10

This has been asked a million times but every time the answer is subject to "it depends on your requirements" condition, so I cannot extract a general guideline to apply to my case. So I ask again.

I have a 24 bays disk server (dual Xeon Silver 4210R with 128 GB RAM and CentOS 7) and 16 TB disks to store scientific data, organized in large files (size ~ GB) which are typically written once and then processed many times (the output of this processing does not matter for what follows). Data is mission critical but to some extent recoverable from other storage sites, so a failure with data loss is a big issue but probably not a killer. Available disk space should be maxed within the previous constraints. To summarize, in order of decreasing importance my constraints are:

  1. data integrity
  2. read performance
  3. available disk space

My tentative solution is to use a hardware RAID 60 level with two RAID 6 arrays of 12 disks each, and the ZFS filesystem. In my poor understanding, RAID 60 should provide a more reliable and read-performant solution than RAID 6 with a reasonable loss in terms of available space, and ZFS is a good choice for a fault-tolerant filesystem. I have no clue about possible downsides of this configuration (e.g. array rebuild time? A different filesystem?) nor about possible better alternatives, so I'd like to hear some informed opinion.

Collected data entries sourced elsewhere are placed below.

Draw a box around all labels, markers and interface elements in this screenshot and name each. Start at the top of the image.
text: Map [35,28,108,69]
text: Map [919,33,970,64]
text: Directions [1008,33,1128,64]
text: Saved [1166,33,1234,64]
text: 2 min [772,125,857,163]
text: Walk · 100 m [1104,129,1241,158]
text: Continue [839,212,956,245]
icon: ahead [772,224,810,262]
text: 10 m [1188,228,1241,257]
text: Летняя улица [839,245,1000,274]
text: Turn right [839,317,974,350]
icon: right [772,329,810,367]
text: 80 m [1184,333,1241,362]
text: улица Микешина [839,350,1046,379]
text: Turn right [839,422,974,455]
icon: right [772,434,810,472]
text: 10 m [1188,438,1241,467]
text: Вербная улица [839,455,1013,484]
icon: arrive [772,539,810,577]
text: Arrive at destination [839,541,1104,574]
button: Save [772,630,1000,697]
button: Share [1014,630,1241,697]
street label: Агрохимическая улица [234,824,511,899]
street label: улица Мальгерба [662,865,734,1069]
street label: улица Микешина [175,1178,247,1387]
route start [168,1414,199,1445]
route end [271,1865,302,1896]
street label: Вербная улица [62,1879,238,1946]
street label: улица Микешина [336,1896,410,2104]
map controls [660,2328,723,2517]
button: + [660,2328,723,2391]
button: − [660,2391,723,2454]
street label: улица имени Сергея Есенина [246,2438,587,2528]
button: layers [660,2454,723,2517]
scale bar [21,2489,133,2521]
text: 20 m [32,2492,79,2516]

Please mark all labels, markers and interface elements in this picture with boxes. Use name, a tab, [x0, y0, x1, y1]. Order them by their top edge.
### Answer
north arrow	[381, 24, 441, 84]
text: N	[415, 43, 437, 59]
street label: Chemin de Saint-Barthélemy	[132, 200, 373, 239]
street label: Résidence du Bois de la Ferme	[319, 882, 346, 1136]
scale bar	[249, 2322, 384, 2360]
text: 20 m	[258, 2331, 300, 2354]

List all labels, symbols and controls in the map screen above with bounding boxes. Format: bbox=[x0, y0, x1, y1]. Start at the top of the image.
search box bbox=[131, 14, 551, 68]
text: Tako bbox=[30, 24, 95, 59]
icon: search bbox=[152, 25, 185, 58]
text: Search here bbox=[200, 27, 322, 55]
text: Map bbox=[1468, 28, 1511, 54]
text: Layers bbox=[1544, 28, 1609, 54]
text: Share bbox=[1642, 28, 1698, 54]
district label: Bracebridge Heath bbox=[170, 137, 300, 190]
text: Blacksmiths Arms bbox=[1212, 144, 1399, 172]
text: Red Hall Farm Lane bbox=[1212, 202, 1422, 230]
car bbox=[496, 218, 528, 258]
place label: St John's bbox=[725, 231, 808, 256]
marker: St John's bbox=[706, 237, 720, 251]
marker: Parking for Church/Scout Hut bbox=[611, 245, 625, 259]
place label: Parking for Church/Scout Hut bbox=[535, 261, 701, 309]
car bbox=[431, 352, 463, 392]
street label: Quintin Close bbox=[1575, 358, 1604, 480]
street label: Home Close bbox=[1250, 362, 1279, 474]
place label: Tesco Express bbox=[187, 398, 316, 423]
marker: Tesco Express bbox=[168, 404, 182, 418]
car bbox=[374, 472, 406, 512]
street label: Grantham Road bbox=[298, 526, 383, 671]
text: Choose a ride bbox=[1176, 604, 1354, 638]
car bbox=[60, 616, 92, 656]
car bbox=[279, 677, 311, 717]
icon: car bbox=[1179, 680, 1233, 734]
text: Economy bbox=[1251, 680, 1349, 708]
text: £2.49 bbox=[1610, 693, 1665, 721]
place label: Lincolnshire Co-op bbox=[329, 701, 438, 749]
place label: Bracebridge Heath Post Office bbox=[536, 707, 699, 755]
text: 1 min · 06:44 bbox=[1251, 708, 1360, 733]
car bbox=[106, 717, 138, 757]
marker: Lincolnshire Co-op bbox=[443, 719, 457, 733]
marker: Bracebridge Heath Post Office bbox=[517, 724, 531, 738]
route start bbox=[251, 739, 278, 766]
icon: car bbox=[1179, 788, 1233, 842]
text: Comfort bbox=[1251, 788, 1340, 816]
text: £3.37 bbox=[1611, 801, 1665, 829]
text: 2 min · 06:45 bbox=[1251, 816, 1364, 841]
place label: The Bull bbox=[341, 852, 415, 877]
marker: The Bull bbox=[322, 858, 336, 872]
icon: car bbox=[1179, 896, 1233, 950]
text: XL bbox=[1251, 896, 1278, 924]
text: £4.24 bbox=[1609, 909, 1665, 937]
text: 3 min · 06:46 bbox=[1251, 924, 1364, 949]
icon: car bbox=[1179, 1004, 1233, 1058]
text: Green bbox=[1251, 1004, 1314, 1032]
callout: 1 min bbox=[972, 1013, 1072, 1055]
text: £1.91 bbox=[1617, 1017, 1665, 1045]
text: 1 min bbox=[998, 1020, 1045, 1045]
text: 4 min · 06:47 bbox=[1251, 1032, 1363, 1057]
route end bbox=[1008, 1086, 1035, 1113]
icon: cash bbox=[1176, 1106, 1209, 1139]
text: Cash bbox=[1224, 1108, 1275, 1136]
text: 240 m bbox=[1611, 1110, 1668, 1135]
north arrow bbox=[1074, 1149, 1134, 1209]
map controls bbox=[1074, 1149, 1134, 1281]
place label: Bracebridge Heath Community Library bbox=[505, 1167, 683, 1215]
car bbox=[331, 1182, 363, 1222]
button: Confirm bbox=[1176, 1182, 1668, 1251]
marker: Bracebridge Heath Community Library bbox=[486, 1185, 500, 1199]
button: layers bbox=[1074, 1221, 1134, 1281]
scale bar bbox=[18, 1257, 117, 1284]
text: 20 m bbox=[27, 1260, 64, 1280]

Thanks in advance for any suggestion.

Nicola Mori
  • 281
  • 1
  • 7
  • 2
    This is a great candidate for ZFS. Do you have the details of the specific hardware in use? Vendor/make/models. – ewwhite Jan 15 '21 at 12:28
  • 1
    @ewwhite It's a Supermicro 6049P-E1CR24H with 24 Seagate ST16000NM002G, dual Xeon Silver 4210R and 128 GB RAM. – Nicola Mori Jan 15 '21 at 13:36
  • The hardware solution should work. If you're really concerned with details, book a few hours with a ZFS consultant to help guide you through the process or design. It's better to have that type of design reviewed or signed-off on by an expert. – ewwhite Jan 16 '21 at 08:47
  • 2
    If you pick ZFS, I would suggest benchmarking with the last few LTS kernel versions, as your hardware has many features not supported in the GA kernel of CentOS7, which went EOL 3 years ago. You may also be able to use compression to improve disk performance at the expense of cpu if you have enough bandwidth to the server to make use of it. What sort of bandwidth do you have to the server? – Richie Frame Jan 17 '21 at 09:55
  • @RichieFrame The server has a dual 10 Gbps connection and a dual Xeon Silver 4210R (20 cores, 40 threads). Is it worth trying compression. Thanks also for the kernel tip. – Nicola Mori Jan 17 '21 at 10:12
  • @RichieFrame That's an opportunity for Debian. Go with stable (buster as of now) but install `zfs-dkms` from buster-backports. – iBug Jan 17 '21 at 14:07
  • 1
    @RichieFrame I thought about it but I have to integrate the disk server into a CentOS 7 computing farm. The IT guy won't be happy to see OS fragmentation. – Nicola Mori Jan 18 '21 at 08:17
  • you picking this up from thinkmate.com? – warren Jan 18 '21 at 23:11
  • 1
    @warren No, I bought it from an Italian company selling Supermicro products on the national market. – Nicola Mori Jan 20 '21 at 07:27
  • Does your RAID controller support HBA mode? With hardware RAID, you won't get the benefit of ZFS self-healing capabilities: https://openzfs.github.io/openzfs-docs/Performance%20and%20Tuning/Hardware.html#hardware-raid-controllers – Strepsils Jan 20 '21 at 07:41
  • @Strepsils I don't think so. This is my controller: https://www.supermicro.com/en/products/accessories/addon/AOC-S3108L-H8iR.php. As far as I see it does not support HBA mode. – Nicola Mori Jan 20 '21 at 07:48
  • @NicolaMori It seems you are right. From what I'm reading on Supermicro, it does not have the ability for IT mode and can't be flashed into it. However, I believe, it can be used as a JBOD but I haven't found specific info on this. – Strepsils Jan 20 '21 at 08:00
  • @NicolaMori It appears to be an LSI 3108-based HBA. See https://www.supermicro.com/support/faqs/faq.cfm?faq=28166 – Andrew Henle Jan 20 '21 at 12:07
  • @AndrewHenle Thanks, I found a similar hint on Reddit. Tomorrow I'm going to physically put my hands on the sever again, to play a bit with the controller BIOS options and try to set the JBOD mode. – Nicola Mori Jan 21 '21 at 09:09

4 Answers4

11

ZFS doesn't like to be on top of hardware RAID. Probably you might just use ZFS on raw disks, and configure it in raidz2 or raid60 mode. Also, probably it's good to have a replacement drive nearby, or even leave a hot spare(s) in the rack.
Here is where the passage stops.